The number needed to treat (NNT) is a statistic that is popular and informative. It means that the clinician must treat a certain number of people with a disorder for one person to become 'cured' (for panic disorder this means free of panic attacks).

The number of people your clinician would need to treat for one person to be panic free varies with different treatments.

Cognitive behaviour therapy: need to treat 3 people
Benzodiazepines: need to treat 5 people
Tricyclic antidepressants: need to treat 6 people
SSRIs: need to treat 6 people

How long until I feel better?

Improvements will not be seen instantly with any type of treatment so it is important to be patient and work hard towards recovery. Any treatment you choose will require your active involvement.

Generally with most antidepressant medications results will take three to four weeks to be seen. If after six weeks on a certain medication you do not see any improvement it is important to discuss with a health professional what other options are available.

Improvement will often be gradual with CBT and not instantaneous. It is important to give the treatment a chance. Treatment often involves 8 to 12 sessions of 60 to 90 minutes. As with medication, if you have not seen any improvement after six to eight sessions you may need to consider other treatments.

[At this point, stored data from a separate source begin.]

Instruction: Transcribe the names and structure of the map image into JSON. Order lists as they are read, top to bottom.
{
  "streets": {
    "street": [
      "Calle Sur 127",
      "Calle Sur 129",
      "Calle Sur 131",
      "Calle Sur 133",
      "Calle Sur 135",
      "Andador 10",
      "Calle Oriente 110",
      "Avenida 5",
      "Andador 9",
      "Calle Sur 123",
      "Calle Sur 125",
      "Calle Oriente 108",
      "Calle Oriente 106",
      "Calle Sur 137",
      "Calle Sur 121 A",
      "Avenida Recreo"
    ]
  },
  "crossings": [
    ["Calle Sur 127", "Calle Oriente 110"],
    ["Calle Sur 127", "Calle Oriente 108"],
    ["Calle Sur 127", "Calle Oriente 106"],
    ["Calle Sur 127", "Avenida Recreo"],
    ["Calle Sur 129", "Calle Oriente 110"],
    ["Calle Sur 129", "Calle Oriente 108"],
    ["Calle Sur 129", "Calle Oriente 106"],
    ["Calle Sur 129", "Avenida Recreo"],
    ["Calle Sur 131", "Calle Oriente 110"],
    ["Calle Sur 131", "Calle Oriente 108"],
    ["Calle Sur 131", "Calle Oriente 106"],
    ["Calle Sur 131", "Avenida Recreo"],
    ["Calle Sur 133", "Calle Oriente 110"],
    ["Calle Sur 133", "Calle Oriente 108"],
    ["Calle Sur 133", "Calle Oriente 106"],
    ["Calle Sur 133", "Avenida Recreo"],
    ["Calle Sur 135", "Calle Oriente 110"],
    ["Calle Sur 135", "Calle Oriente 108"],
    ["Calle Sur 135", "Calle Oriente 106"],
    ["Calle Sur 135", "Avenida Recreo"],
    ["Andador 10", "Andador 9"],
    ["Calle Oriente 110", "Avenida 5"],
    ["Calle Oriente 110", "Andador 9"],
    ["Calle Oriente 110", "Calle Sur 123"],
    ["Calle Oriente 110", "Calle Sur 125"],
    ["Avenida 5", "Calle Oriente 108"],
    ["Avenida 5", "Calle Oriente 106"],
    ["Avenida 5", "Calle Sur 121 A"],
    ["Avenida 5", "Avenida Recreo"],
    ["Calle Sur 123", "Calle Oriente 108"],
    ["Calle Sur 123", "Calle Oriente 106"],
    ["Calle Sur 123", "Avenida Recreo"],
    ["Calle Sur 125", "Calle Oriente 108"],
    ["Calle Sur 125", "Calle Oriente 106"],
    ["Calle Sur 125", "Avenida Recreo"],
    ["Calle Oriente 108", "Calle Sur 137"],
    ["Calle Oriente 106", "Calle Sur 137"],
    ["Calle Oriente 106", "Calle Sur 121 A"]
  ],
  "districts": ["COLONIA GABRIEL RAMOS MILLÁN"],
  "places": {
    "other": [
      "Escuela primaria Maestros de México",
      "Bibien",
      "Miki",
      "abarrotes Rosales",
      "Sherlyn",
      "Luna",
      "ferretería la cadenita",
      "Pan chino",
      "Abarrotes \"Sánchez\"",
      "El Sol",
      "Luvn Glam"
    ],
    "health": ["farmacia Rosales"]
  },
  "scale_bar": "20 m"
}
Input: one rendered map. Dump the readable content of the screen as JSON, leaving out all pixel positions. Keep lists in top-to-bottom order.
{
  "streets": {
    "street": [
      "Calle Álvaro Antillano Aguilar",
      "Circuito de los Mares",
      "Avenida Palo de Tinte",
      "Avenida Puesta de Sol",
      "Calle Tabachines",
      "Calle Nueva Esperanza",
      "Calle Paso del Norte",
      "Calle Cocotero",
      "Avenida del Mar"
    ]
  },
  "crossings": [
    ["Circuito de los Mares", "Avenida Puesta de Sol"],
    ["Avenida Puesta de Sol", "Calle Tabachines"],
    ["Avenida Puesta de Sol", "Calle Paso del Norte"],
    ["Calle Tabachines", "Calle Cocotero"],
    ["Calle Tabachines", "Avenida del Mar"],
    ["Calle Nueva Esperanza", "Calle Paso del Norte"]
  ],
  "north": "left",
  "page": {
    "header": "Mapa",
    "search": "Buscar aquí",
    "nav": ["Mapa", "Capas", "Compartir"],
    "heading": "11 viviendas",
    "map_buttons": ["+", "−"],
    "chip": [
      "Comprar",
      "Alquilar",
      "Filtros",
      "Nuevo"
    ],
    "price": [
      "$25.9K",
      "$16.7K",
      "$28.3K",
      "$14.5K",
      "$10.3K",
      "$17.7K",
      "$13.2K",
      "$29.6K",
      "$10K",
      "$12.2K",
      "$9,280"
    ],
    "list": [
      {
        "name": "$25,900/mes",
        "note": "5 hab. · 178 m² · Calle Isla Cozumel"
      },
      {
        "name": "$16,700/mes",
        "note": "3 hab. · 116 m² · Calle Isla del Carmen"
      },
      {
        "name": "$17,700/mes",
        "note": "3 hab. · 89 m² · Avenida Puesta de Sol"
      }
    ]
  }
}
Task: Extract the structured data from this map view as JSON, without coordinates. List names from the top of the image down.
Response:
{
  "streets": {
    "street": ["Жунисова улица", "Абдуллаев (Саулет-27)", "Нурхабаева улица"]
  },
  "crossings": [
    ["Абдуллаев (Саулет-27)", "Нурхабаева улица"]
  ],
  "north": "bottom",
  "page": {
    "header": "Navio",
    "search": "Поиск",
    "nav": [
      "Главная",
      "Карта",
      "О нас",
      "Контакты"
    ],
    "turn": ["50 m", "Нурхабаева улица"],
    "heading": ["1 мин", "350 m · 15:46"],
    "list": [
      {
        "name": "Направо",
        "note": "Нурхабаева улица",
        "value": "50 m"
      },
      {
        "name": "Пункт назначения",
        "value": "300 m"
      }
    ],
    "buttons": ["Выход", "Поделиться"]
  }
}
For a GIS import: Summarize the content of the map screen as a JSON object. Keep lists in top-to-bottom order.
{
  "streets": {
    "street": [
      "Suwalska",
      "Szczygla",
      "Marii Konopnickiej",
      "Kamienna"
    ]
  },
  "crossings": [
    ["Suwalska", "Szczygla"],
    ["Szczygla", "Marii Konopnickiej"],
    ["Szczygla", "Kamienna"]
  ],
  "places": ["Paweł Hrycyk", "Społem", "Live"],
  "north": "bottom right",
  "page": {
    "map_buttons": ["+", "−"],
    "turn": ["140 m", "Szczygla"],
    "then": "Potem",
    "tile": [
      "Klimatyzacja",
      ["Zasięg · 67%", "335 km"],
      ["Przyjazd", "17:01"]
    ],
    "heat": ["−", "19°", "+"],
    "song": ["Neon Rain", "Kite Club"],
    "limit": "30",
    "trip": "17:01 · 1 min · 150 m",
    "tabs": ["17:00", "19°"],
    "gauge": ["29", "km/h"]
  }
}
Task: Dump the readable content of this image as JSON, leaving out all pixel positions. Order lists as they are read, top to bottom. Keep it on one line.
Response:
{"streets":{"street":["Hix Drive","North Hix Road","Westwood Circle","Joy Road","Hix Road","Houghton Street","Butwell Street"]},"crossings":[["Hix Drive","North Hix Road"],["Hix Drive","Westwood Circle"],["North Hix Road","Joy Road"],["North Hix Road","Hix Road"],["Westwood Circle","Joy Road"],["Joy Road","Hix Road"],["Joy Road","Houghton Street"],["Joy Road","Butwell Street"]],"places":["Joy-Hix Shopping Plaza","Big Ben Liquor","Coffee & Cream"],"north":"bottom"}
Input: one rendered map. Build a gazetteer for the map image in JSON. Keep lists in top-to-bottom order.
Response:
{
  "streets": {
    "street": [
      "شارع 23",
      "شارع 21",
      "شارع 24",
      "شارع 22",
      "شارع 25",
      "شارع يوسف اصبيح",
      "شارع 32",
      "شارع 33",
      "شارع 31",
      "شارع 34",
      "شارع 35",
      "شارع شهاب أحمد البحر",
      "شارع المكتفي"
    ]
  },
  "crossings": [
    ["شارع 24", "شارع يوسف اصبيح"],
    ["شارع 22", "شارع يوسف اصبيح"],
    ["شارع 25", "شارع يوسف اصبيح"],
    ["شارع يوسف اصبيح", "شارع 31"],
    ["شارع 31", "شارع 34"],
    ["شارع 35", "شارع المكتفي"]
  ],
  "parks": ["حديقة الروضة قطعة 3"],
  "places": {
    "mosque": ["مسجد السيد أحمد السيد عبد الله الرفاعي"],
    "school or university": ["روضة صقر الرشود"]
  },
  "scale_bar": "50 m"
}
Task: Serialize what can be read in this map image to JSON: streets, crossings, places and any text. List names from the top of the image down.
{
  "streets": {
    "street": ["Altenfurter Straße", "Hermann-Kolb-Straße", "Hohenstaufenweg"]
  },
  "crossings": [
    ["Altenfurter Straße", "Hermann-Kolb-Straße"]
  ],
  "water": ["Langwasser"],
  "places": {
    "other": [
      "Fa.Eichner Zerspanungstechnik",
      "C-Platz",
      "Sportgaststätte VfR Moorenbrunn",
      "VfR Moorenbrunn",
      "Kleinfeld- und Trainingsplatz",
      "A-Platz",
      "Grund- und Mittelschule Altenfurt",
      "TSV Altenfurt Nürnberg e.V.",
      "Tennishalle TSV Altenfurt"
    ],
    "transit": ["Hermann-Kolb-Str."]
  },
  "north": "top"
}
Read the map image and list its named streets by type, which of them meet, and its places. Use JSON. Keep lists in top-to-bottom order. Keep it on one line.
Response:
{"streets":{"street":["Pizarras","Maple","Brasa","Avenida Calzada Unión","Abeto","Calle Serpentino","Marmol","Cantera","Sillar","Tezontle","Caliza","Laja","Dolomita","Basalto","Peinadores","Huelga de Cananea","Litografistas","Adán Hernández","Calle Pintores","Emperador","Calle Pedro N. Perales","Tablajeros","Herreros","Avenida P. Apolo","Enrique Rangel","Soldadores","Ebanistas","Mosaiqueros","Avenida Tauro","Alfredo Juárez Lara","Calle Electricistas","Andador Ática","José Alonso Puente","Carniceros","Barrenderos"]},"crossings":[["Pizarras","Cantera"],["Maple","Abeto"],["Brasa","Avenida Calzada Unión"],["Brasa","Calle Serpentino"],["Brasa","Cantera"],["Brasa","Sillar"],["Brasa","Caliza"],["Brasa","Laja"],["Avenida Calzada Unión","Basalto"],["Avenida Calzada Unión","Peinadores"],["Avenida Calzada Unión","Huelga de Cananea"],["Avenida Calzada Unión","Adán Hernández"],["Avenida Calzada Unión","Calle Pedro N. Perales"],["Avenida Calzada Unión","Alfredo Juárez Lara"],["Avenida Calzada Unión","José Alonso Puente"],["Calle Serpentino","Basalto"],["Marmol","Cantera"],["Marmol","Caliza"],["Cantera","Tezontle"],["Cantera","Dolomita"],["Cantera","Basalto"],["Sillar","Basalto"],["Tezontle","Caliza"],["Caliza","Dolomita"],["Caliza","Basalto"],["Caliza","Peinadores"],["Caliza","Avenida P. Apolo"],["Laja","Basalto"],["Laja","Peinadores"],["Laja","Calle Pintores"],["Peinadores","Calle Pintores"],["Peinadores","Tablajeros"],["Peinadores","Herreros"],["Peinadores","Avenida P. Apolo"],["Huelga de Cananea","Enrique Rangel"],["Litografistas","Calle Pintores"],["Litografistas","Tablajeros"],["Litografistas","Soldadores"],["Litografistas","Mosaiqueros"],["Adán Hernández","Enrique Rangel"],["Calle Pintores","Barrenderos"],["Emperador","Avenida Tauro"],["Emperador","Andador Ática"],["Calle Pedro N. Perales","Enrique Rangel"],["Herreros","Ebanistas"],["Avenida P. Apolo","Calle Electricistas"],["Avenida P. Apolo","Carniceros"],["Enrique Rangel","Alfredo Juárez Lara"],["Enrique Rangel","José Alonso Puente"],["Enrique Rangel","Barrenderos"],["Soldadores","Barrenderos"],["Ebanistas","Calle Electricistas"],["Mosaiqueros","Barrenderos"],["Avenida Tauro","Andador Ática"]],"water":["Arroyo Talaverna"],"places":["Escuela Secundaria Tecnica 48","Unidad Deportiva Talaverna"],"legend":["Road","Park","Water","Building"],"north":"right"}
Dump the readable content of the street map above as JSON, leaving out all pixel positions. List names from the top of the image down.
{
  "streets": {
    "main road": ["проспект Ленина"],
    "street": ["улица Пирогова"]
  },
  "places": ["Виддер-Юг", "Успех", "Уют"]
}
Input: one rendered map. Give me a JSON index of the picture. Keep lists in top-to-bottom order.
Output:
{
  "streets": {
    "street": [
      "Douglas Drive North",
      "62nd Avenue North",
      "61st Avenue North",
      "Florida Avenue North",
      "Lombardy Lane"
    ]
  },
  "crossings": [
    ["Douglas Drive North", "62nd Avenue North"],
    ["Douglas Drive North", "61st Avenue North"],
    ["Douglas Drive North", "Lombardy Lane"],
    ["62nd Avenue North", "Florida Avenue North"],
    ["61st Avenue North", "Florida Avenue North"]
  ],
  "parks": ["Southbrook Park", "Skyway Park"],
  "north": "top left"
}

With CBT, you are required to be an active participant in treatment. If you have practised the techniques and done homework between sessions and are still finding that you are not better, then a change in treatment could be advised. Research about long-term outcome suggests that cognitive behavioural techniques have lasting benefits that continue after treatment has finished.

Keep an open mind and if you feel that the therapist you have chosen is not the right choice for you, take action and either seek a second opinion or change therapists altogether. It is important to fully participate in treatment and to be assertive regarding treatment recommendations and decisions. You should work with your doctor - not simply 'do as your doctor says'.